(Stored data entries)
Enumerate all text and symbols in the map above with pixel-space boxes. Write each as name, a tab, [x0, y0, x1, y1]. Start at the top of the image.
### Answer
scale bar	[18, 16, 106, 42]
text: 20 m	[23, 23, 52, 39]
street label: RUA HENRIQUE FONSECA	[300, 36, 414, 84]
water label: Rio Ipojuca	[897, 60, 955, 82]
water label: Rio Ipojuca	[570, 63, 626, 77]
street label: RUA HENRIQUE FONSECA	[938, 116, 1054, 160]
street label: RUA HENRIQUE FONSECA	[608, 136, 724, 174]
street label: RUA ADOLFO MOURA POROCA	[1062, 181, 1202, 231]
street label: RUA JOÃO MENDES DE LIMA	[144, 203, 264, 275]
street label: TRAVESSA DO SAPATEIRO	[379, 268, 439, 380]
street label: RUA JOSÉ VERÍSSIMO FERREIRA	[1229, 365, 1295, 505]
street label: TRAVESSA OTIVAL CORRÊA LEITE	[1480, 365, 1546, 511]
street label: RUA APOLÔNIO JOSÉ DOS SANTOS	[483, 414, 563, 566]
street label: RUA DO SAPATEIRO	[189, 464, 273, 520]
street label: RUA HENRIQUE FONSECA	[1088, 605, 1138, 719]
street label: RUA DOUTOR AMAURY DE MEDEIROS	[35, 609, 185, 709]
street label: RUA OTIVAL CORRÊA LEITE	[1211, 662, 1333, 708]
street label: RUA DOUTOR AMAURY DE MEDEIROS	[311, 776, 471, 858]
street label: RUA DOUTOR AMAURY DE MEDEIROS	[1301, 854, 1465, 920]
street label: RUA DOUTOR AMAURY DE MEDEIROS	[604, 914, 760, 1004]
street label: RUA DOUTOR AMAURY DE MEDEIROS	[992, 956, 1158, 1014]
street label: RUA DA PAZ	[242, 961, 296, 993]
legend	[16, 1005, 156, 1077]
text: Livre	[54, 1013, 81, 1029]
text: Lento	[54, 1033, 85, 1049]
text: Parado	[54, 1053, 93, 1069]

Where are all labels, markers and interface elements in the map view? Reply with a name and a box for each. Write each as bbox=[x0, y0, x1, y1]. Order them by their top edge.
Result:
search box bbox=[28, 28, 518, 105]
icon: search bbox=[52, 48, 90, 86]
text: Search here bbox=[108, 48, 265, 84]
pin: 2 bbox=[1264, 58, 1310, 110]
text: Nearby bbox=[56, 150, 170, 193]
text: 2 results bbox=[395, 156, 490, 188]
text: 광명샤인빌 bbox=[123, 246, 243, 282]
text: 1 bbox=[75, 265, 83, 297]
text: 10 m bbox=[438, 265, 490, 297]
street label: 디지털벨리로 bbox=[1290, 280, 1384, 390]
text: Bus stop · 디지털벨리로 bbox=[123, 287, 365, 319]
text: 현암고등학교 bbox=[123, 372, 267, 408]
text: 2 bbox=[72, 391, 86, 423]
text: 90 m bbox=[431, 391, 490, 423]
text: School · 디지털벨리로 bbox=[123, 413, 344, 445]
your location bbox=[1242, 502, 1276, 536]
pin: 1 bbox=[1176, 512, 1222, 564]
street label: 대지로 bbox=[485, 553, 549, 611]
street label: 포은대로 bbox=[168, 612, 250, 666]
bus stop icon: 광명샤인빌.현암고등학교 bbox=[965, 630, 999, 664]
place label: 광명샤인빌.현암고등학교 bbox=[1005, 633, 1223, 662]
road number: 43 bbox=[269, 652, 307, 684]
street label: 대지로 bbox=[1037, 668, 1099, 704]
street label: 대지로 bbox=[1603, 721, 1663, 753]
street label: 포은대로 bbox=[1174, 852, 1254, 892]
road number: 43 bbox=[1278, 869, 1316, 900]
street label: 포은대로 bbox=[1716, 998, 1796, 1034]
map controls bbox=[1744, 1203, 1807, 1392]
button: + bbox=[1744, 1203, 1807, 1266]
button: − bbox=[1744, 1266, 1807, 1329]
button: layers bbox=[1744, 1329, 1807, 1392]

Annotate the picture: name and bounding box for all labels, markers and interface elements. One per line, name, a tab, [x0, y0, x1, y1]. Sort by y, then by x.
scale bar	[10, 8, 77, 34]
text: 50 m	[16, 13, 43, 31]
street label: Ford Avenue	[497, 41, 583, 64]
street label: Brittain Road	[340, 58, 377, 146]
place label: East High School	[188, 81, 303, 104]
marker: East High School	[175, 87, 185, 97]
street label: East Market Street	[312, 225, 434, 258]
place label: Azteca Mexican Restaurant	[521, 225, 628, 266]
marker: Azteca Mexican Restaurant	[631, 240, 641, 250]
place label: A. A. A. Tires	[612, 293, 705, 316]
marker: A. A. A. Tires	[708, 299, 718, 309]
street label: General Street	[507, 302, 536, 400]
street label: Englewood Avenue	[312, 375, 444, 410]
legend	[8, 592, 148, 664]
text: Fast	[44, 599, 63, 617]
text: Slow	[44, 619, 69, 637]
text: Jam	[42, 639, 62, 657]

» **Aim of the task**:
Write down only how many lines of the entries above include the word "FONSECA".

» **Your response**:
4